Eurostat: 2022 platform tourism levels surpass 2019 figures
Europe: Eurostat, the statistical agency of the European Union [EU], has revealed that guests spent around 199 million nights in short-term rental accommodation booked via Airbnb, Booking.com, Expedia or TripAdvisor in the EU in the first half of 2022.
The number of nights booked represented an increase of around 138 per cent compared with the same period a year ago.
As such, platform tourism surpassed the levels recorded in the first half of 2019, the year before the onset of the global Covid-19 pandemic, when platforms reported close to 193 million guest nights.
It marks the first time that Eurostat has published monthly data on short-stay accommodation offered via online platforms referring to the current year.

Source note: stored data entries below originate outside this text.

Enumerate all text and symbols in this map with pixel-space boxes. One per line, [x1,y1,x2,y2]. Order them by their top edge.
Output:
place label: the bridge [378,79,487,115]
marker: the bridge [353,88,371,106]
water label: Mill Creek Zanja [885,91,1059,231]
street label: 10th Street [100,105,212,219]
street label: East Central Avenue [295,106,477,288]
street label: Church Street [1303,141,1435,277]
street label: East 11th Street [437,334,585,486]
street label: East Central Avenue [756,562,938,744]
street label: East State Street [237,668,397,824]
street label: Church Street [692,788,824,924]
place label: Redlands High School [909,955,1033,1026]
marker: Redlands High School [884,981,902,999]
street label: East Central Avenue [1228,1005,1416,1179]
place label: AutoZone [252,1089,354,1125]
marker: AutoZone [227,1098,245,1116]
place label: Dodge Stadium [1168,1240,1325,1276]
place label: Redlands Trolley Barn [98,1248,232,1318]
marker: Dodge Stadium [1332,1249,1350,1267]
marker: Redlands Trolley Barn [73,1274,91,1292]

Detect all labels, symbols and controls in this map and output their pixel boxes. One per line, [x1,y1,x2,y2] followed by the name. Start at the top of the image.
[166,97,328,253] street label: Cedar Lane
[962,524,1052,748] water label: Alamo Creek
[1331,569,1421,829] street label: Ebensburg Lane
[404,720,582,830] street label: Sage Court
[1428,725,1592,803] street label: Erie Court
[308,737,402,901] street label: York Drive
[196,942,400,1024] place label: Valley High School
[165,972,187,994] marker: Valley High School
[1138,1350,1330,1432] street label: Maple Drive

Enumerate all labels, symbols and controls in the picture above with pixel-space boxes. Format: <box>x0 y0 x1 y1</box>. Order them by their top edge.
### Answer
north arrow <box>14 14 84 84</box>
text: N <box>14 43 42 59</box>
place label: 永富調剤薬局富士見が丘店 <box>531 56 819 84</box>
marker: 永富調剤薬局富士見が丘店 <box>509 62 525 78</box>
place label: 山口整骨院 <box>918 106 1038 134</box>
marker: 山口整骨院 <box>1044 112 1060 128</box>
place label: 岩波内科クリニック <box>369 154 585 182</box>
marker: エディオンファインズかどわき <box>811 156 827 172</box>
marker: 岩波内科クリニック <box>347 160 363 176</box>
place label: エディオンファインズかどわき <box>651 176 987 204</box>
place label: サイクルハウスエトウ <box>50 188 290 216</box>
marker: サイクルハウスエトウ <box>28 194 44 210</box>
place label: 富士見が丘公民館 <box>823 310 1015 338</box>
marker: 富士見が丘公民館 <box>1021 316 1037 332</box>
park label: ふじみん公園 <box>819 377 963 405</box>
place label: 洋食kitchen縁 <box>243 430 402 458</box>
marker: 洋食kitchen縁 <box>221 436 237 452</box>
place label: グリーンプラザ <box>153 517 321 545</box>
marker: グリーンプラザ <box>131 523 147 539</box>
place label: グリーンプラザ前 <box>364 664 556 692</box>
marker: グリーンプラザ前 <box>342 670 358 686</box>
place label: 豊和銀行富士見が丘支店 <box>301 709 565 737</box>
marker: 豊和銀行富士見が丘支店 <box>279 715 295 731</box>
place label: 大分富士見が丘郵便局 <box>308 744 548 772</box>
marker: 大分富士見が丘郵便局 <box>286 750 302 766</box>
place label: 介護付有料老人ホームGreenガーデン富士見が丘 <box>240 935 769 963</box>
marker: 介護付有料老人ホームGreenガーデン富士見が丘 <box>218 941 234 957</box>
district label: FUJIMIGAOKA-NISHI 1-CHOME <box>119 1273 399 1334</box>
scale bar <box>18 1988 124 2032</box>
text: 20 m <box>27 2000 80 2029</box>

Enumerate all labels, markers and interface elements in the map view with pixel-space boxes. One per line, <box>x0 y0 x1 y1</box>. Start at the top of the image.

The data on short stay accommodation offered via Airbnb, Booking.com, Expedia Group and TripAdvisor is the result of a landmark data-sharing partnership between the European Commission and the four private collaborative economy platforms that was agreed in March 2020. Eurostat released its first key data on the European short-term rental sector in July last year.
In the first quarter, 67.4 million nights were booked, compared with 27.1 million during the same period in 2021 [a period heavily affected by mobility and border restrictions due to the Covid-19 pandemic] and 64.5 million nights in 2019.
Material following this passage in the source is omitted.